So what I'm getting at is that there is NOTHING wrong with a limited vocabulary.  The MOST important thing is to use the words you have WELL.  Purple prose is rarely impressive because its purple. It just comes across as narcissistic writing.  Simple prose is often impressive because of its ability to communicate an  interesting story to the most people.


----------



## Mystery (Jan 9, 2015)

Go read Harry Potter, then read Kingkiller Chronicles by patrick rothfuss.

You'll learn for yourself how much a rich vocabulary can embellish a narrative.


----------



## aj47 (Jan 9, 2015)

Having a large vocabulary is more about using the _right_ word than the _sesquipedalian_ word.


----------



## Kyle R (Jan 9, 2015)

shadowwalker said:


> Agree with Bishop - use the words you, yourself, would normally use. Don't get 'fancy' if that's not your natural voice.



In many cases, this is great advice! But it doesn't always apply.

Sometimes, the narrator speaks differently than the author.

In those cases, I strive to _kill_ my natural voice and use the voice my narrator (or character) would use. 

Sometimes this comes easily. Sometimes, not so much. :encouragement:


----------



## Kyle R (Jan 9, 2015)

TKent said:


> There are millions of simple words and in my opinion, the more you know, the more nuanced your prose can be. Doesn't have to be big words, but more words to choose from will definitely help me. Some of the best prose I've read is filled with simple prose and simple words. But there were simple words that aren't a part of my easily accessible vocabulary, that allow the authors to simplify complex ideas and feelings.

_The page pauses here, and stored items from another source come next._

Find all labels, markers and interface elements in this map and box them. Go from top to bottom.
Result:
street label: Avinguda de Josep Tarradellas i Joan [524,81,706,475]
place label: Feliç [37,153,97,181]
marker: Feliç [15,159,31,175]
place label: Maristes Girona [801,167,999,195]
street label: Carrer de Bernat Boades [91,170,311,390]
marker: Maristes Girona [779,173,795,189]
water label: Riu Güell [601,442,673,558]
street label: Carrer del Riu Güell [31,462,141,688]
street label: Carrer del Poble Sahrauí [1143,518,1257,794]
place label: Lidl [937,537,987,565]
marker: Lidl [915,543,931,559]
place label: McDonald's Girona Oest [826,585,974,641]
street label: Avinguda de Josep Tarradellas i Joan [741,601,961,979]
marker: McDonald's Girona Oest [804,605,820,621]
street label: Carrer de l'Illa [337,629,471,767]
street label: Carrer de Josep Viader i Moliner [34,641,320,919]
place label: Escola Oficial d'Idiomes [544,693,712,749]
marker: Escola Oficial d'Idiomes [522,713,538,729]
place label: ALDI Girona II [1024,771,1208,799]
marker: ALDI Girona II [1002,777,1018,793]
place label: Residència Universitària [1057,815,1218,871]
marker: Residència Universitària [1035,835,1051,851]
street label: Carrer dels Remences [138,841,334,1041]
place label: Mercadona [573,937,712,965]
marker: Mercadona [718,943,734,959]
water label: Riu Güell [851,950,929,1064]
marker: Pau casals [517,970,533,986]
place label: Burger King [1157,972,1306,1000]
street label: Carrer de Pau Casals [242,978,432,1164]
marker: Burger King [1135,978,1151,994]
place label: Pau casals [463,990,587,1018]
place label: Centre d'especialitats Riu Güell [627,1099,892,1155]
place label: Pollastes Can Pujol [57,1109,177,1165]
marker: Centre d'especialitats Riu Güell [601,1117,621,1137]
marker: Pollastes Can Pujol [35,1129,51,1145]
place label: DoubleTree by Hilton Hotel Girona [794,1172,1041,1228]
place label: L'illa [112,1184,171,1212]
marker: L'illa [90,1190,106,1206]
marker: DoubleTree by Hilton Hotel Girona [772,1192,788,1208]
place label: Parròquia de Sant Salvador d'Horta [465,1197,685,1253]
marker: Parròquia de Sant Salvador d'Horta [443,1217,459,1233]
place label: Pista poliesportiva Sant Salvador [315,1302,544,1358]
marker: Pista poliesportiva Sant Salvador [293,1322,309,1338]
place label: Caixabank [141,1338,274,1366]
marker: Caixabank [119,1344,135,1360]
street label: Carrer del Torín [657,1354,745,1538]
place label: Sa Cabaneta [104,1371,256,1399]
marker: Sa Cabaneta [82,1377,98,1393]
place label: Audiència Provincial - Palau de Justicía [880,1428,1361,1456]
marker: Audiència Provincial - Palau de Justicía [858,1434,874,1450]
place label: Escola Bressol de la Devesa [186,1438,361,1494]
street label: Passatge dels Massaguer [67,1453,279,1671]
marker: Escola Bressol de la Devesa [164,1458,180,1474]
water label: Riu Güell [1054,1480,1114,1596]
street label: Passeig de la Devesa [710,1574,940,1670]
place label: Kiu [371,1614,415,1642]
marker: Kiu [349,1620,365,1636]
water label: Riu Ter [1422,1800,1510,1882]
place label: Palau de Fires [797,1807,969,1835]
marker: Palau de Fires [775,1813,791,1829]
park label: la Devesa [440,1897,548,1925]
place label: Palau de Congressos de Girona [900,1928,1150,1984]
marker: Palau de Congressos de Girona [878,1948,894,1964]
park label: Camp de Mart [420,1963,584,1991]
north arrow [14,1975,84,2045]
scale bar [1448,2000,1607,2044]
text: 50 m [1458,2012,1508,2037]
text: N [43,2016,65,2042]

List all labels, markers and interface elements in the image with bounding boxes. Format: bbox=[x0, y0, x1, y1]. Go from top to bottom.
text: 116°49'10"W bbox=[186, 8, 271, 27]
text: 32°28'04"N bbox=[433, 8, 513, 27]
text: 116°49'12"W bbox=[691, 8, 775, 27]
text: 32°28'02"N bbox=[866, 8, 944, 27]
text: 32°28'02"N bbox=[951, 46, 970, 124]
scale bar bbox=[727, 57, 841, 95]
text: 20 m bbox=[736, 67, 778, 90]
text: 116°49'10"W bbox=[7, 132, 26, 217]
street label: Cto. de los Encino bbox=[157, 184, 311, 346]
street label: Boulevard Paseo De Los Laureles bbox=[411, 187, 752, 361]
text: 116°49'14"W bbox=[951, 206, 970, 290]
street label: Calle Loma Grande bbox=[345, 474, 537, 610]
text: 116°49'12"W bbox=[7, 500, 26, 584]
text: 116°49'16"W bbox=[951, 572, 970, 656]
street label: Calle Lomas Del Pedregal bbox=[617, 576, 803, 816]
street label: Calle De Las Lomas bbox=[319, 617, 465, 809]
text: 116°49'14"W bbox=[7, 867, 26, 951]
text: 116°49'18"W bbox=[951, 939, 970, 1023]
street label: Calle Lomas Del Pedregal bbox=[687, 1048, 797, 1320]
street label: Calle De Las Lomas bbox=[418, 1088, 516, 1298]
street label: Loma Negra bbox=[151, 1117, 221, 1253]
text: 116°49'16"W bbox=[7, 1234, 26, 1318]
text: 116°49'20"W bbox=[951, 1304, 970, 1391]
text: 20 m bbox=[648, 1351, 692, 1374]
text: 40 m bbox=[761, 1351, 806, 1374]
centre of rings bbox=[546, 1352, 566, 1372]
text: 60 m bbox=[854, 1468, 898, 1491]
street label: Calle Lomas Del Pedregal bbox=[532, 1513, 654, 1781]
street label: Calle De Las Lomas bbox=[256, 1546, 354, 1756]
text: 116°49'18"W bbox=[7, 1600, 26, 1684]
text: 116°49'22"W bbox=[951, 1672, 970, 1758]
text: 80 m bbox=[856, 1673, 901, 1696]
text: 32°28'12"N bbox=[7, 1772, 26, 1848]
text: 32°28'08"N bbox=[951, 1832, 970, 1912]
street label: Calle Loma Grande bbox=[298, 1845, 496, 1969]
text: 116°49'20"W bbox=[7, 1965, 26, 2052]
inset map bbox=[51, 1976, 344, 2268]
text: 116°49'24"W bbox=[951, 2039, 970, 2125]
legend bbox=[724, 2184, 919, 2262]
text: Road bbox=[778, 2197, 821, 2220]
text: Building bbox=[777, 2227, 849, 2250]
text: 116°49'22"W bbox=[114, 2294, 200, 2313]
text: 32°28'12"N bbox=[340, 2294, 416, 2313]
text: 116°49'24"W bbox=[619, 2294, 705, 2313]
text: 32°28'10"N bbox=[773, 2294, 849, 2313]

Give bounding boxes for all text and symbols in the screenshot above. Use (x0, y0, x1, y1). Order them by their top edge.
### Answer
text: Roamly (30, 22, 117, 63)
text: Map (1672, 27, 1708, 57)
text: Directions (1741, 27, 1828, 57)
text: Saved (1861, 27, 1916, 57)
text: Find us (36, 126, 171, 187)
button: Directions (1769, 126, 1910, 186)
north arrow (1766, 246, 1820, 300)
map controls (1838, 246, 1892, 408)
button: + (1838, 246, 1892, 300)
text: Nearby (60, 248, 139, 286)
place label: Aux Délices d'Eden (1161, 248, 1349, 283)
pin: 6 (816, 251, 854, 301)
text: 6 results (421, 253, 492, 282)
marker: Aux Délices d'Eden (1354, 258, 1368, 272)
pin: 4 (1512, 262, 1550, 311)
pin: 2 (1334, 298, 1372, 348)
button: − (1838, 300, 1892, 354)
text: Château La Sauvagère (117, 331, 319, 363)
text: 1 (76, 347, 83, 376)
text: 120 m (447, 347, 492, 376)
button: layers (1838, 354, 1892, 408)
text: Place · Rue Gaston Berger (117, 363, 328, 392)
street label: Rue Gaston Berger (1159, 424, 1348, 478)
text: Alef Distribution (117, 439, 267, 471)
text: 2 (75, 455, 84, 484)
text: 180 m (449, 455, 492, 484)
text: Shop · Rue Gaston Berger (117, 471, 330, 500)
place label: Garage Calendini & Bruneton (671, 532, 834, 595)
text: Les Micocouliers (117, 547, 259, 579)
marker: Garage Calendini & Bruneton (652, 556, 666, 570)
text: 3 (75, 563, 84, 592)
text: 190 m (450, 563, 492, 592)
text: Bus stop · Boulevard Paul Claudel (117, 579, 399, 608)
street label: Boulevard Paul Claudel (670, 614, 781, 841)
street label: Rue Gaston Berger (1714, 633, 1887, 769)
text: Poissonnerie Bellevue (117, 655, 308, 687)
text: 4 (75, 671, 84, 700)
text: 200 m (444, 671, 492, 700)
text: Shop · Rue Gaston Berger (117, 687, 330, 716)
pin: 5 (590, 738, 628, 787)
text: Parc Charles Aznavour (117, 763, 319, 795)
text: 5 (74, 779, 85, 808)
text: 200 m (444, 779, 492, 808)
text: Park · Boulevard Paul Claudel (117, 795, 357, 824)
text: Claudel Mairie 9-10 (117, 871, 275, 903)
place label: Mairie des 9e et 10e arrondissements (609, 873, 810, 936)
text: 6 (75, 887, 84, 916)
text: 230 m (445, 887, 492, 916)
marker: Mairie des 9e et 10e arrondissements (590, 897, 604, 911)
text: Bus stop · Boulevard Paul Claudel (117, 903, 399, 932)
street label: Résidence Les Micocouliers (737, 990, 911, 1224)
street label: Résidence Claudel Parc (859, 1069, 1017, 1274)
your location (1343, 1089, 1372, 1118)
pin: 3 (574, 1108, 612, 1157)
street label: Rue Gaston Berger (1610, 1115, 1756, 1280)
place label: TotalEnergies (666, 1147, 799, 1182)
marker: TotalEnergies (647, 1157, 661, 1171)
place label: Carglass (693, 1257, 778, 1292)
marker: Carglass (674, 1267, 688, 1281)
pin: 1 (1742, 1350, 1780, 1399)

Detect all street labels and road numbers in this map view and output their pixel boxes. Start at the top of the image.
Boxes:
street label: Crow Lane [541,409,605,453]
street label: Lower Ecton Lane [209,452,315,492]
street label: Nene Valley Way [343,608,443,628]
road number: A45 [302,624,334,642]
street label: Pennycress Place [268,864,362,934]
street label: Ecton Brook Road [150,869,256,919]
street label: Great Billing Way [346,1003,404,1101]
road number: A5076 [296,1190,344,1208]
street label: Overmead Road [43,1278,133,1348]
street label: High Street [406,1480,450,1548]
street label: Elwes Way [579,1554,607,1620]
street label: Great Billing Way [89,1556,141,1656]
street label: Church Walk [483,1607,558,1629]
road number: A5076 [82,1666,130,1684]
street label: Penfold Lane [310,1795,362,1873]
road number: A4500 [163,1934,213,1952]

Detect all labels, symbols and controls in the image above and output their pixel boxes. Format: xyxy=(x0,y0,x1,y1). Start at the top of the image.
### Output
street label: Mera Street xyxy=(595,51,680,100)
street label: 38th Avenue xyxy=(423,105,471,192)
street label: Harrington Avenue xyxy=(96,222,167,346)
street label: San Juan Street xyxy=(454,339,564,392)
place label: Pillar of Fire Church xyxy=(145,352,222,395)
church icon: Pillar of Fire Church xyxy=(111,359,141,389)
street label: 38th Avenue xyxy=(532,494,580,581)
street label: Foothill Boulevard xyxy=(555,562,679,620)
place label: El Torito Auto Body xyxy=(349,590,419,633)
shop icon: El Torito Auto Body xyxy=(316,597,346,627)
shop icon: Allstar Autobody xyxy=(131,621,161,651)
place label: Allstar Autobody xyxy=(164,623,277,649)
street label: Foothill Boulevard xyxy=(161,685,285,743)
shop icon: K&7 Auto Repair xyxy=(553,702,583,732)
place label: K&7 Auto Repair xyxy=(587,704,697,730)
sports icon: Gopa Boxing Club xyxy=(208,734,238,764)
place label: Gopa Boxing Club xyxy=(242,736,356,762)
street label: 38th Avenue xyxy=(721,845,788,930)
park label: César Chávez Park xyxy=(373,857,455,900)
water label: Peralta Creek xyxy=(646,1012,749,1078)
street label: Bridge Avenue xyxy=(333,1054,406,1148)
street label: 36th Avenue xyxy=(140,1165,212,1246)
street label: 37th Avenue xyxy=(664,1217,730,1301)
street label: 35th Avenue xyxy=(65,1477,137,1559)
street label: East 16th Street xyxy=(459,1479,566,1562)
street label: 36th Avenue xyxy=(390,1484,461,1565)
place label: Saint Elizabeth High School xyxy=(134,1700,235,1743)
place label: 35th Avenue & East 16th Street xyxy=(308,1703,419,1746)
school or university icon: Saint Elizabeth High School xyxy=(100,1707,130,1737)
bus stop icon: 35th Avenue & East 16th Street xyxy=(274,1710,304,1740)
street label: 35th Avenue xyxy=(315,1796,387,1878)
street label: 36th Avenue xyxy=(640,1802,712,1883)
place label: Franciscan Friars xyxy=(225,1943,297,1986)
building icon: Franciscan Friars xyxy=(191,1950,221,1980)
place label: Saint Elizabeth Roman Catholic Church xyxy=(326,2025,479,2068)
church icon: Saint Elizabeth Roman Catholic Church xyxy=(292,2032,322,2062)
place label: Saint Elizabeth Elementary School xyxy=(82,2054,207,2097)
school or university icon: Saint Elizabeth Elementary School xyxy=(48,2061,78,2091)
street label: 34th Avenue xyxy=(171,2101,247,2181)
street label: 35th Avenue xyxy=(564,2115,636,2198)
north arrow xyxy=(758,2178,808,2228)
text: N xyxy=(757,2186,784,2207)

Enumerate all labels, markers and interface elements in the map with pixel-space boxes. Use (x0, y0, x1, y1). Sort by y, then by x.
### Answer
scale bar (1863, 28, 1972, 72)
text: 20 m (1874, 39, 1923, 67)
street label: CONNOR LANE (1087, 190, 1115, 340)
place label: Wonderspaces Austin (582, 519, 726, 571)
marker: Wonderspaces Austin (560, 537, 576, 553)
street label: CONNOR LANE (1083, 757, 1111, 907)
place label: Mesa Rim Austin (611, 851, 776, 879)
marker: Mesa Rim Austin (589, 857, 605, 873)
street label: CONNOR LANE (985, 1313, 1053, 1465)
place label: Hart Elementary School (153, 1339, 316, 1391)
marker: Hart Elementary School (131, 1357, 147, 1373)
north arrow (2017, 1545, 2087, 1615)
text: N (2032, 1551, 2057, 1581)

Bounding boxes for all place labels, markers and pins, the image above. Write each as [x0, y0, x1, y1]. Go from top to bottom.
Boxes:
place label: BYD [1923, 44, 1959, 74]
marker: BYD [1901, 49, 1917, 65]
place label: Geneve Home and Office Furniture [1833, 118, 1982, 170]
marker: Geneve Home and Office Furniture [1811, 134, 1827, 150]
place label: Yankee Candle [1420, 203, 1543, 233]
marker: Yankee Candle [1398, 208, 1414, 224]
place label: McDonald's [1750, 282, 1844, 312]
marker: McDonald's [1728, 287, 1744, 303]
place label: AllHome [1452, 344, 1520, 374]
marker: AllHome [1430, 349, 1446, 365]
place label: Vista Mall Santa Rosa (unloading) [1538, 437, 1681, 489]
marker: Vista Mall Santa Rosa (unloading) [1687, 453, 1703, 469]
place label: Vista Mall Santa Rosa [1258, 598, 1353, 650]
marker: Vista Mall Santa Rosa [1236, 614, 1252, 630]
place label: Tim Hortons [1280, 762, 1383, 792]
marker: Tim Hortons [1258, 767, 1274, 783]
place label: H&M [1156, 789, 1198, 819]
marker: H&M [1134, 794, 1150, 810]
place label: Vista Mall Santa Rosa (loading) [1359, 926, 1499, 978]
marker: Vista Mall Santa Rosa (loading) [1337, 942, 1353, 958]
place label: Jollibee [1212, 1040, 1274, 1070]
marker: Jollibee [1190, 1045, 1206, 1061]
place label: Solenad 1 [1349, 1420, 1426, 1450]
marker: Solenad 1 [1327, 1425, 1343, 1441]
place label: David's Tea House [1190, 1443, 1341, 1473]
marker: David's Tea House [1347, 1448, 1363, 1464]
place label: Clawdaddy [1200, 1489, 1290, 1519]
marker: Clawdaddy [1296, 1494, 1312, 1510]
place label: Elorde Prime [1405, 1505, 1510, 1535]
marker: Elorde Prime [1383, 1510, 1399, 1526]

It's like what Nathaniel Hawthorne said: "Easy reading is damn hard writing."


----------



## shadowwalker (Jan 9, 2015)

Kyle R said:


> In many cases, this is great advice! But it doesn't always apply.
> 
> Sometimes, the narrator speaks differently than the author.
> 
> ...



I probably should have used something other than "voice" in my comment. Every character, including the narrator, will have their own voice. But if one strives to have characters use a _vocabulary _that is foreign or different from the author's, it's very often - I would even say most often - not going to work very well. Mainly because the author is going to be relying on a dictionary or thesaurus to make the character sound different, rather than speech patterns. And frankly, most people who use those two books to _find _words instead of _confirming _them is going to err.


----------



## Westwood (Jan 10, 2015)

I always found that diverse vocabulary was a positive thing -- however, in my style of writing, being able to break down some adjectives that are understandable to the natural public is important to get any point across. In that light, usually you'll use different vocabulary maybe to show off a character's personality, or maybe even your own. But, using a lower sense of vocabulary and more "every day" words can allow some readers to connect with the read, more so than with complicated words.


----------



## bazz cargo (Jan 11, 2015)

Hi Mysweet,
welcome to WF.

Hmmmm, you open with a bit of a head scratcher, a story is part plot, part character and part sweat. Frequently there is a message or  something buried in there. 

For me, it is a choice of what 'mood' I'm trying for, funny, sarcastic, romantic, edge of seat drama. Certain word choices convey differing messages and effects, having a large vocabulary is good as it gives a writer choice, which word to chose is part of the craft of writing. 

Good luck
BC


----------